> **RECORDED DATA**:
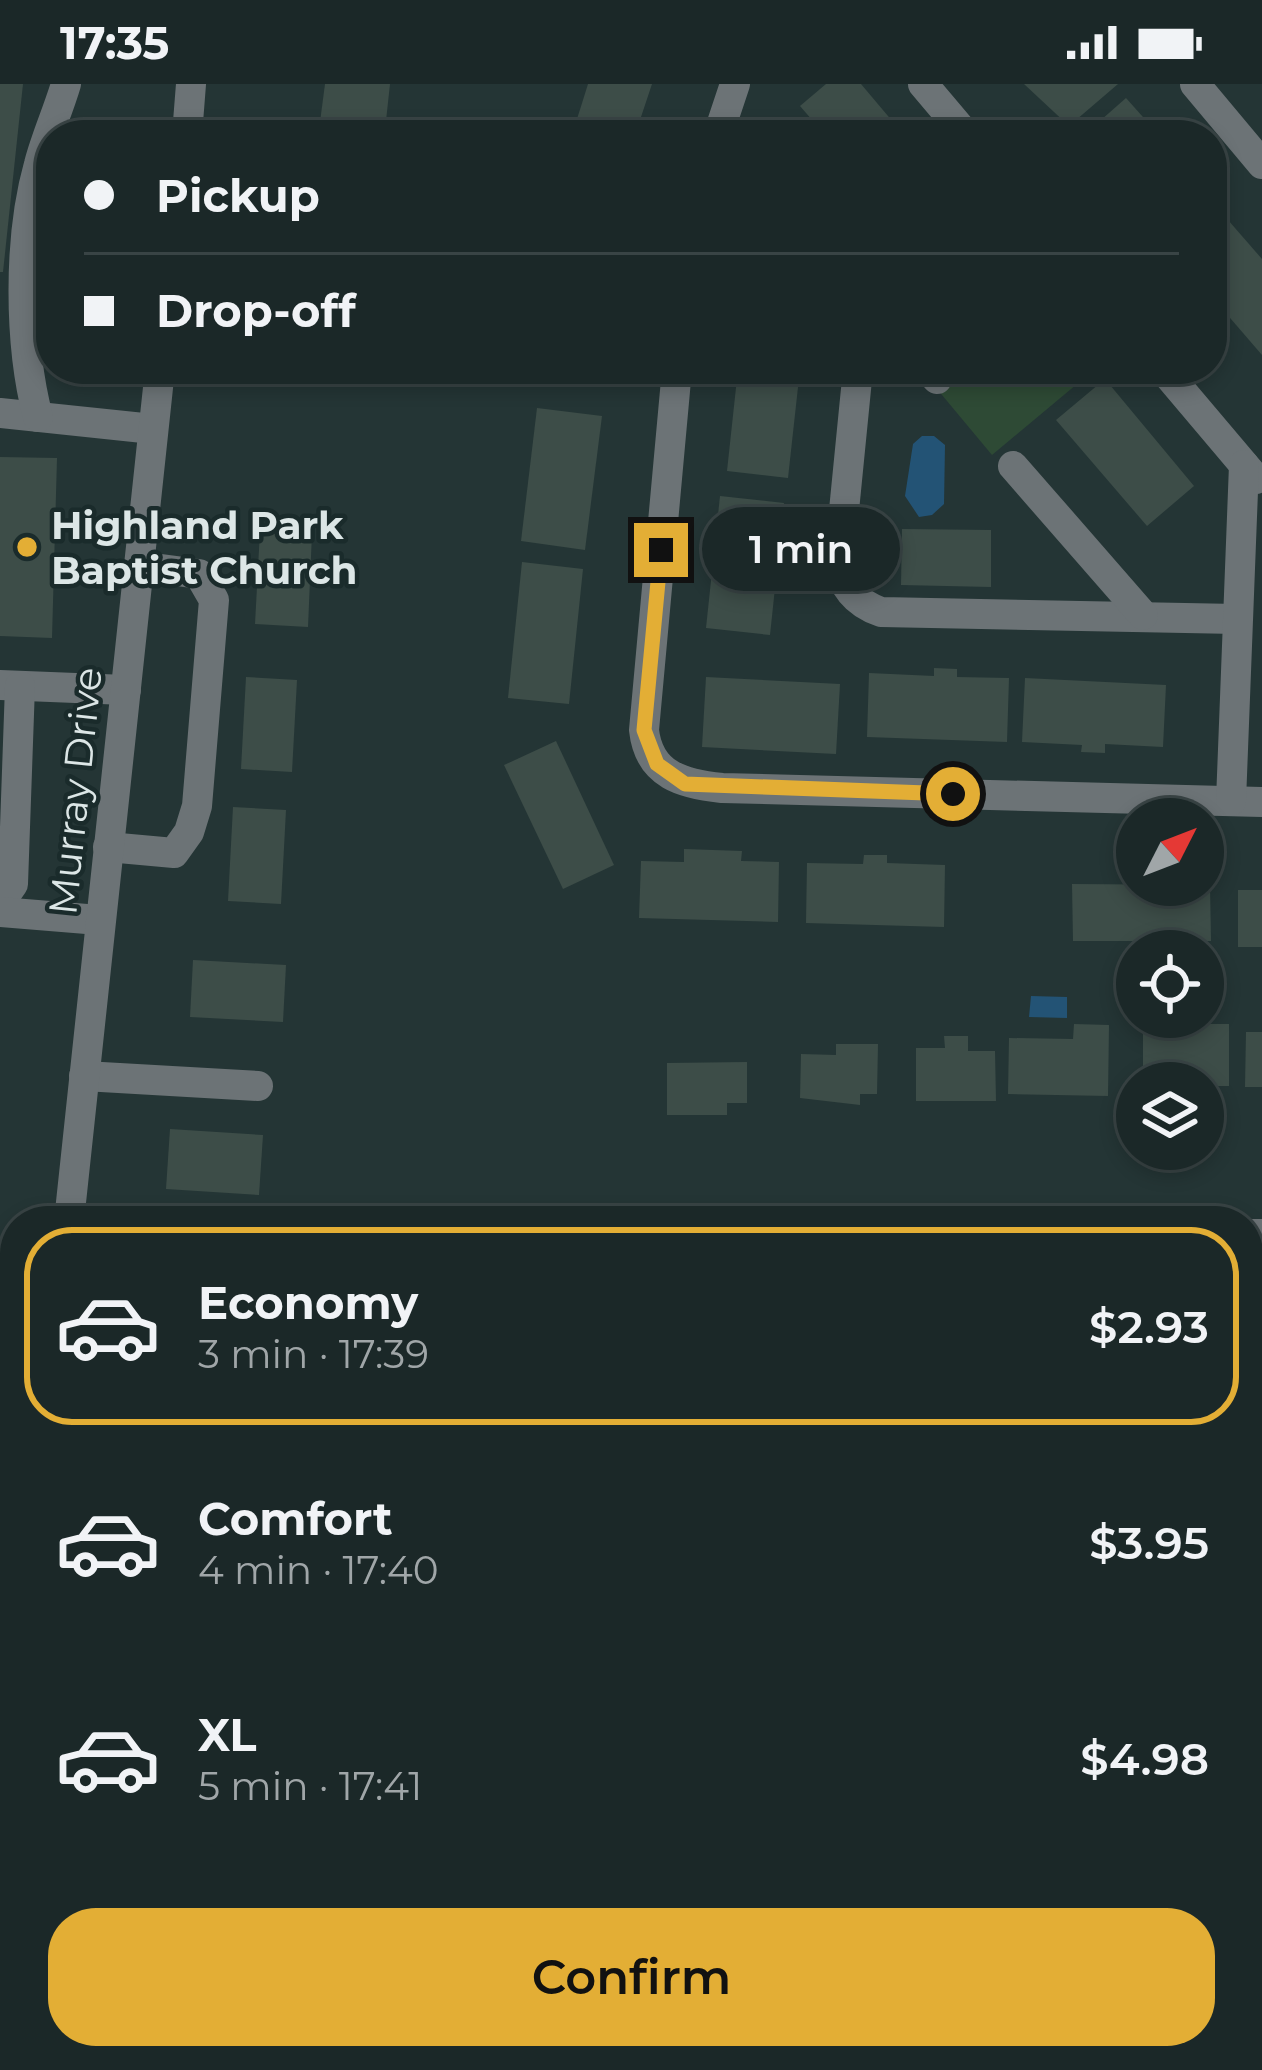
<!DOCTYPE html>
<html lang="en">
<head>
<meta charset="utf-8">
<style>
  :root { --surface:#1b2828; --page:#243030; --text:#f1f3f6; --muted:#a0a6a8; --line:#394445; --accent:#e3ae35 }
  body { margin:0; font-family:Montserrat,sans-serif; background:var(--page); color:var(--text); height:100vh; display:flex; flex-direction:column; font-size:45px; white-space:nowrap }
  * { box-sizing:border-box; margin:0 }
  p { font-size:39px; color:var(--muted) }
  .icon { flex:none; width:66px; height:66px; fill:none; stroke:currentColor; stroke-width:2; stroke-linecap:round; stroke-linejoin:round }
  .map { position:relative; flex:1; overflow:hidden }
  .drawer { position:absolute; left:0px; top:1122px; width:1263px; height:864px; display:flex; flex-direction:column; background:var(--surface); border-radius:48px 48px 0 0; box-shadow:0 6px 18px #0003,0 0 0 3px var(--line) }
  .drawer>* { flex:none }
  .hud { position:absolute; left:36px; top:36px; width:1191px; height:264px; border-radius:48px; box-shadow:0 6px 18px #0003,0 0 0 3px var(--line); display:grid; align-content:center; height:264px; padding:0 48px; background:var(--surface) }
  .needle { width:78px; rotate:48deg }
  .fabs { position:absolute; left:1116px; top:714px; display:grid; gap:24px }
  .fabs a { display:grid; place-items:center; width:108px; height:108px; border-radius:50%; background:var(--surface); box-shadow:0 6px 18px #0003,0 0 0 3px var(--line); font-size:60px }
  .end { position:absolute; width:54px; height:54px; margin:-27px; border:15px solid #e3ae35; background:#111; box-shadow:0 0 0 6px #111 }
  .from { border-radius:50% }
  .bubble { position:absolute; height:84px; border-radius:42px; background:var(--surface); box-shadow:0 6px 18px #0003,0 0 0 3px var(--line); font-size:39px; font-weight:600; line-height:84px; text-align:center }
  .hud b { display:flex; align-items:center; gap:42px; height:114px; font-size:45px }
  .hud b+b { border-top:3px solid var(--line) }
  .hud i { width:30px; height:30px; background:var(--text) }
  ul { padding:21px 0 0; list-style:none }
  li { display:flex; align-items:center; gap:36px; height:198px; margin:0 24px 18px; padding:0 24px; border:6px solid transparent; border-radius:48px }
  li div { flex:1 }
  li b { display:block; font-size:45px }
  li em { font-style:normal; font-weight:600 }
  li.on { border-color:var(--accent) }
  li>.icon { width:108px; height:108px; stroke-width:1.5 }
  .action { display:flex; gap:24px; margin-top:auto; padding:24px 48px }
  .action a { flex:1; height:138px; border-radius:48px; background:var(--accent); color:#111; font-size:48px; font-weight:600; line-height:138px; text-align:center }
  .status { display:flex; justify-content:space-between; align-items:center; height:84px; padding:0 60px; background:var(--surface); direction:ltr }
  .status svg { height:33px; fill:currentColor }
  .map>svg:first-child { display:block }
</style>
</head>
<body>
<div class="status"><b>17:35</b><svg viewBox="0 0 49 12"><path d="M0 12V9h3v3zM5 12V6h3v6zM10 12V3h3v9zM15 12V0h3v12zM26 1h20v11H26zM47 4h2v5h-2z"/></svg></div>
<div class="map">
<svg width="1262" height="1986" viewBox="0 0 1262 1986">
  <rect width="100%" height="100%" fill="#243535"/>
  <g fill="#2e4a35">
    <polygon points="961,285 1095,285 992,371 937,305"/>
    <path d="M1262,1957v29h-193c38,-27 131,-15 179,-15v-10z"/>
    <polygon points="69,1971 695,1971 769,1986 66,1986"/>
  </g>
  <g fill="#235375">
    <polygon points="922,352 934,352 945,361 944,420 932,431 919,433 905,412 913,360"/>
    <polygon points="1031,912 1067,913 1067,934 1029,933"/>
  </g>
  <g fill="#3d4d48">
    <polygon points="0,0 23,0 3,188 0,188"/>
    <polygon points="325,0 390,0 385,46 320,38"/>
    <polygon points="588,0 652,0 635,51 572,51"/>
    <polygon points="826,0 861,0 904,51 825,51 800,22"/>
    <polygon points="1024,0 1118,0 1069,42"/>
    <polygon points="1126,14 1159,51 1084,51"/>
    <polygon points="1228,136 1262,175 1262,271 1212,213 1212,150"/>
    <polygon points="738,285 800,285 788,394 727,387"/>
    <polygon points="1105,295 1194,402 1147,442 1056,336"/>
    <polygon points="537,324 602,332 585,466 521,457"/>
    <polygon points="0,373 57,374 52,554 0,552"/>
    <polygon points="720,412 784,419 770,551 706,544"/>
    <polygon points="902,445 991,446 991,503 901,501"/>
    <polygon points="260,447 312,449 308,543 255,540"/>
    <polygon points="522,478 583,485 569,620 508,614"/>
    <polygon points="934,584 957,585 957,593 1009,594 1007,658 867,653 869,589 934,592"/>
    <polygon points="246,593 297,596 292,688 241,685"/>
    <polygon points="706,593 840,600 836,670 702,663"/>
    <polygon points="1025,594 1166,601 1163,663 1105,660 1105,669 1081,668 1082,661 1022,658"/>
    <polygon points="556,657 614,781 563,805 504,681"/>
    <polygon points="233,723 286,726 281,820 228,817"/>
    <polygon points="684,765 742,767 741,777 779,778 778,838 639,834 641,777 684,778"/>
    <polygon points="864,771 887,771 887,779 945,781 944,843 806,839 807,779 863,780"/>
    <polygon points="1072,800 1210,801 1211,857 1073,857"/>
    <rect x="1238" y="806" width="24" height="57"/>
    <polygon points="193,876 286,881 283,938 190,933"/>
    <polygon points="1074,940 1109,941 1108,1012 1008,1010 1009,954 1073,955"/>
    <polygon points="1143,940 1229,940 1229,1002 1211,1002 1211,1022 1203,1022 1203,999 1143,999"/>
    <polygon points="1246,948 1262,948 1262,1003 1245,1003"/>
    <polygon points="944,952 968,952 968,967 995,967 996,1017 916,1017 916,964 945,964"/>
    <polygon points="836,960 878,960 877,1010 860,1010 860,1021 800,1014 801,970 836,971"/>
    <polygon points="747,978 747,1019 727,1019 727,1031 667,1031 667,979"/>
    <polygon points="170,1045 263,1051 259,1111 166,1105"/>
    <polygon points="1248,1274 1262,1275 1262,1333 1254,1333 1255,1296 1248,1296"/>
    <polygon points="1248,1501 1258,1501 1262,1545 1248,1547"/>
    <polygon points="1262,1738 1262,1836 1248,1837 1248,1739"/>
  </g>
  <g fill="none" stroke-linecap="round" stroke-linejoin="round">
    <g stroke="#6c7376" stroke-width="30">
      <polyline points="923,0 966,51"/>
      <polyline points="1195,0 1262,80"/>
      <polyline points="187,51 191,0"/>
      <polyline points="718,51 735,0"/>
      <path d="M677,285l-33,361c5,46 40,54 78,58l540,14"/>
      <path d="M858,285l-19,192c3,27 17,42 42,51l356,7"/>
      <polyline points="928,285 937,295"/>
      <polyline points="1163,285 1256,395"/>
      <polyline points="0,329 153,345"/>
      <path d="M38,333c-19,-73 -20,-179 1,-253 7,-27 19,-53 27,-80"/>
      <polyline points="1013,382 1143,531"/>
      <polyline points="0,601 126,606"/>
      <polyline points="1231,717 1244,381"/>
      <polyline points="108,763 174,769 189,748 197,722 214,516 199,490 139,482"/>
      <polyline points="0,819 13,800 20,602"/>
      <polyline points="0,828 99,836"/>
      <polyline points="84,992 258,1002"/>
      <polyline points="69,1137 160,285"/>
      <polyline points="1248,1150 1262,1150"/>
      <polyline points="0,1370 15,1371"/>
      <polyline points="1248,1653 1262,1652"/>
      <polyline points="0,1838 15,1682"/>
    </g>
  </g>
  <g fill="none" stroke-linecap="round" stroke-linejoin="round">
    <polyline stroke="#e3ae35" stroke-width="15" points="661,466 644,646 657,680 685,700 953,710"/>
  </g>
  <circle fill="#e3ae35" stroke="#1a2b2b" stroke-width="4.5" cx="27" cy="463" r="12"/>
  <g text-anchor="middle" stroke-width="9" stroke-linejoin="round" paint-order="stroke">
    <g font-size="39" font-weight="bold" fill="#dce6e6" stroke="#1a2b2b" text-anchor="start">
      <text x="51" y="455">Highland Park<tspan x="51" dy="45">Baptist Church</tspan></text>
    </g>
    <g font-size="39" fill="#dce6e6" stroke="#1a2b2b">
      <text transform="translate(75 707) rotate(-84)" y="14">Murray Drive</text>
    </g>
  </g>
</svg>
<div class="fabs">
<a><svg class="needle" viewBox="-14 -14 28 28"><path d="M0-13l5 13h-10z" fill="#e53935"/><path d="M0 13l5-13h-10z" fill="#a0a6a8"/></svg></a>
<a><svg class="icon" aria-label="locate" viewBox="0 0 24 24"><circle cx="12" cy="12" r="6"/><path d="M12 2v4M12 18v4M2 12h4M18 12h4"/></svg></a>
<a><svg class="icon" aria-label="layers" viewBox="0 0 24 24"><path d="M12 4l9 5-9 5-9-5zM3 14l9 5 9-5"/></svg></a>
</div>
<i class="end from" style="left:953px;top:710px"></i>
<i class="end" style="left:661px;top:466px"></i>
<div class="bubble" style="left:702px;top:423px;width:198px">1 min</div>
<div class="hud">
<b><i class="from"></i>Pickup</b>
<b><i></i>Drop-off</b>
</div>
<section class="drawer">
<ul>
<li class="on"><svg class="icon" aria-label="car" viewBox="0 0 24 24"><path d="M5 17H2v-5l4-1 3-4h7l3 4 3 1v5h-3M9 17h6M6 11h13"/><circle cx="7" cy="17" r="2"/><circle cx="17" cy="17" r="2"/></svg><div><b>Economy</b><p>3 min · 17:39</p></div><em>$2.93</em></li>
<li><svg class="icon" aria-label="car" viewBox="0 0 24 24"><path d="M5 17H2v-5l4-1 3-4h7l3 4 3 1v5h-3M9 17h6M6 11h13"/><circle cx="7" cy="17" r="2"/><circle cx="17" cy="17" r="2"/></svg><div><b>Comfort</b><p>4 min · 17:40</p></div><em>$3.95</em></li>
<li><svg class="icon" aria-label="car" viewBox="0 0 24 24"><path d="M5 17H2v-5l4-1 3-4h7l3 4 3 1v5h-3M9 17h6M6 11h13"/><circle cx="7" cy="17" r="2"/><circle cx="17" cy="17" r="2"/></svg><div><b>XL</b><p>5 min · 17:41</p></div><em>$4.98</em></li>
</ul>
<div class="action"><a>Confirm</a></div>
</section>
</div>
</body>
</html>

> **TASK DETAILS**:
For the records above, count the lines holding the word "column" and give only that number.

> **WRITTEN SOLUTION**:
2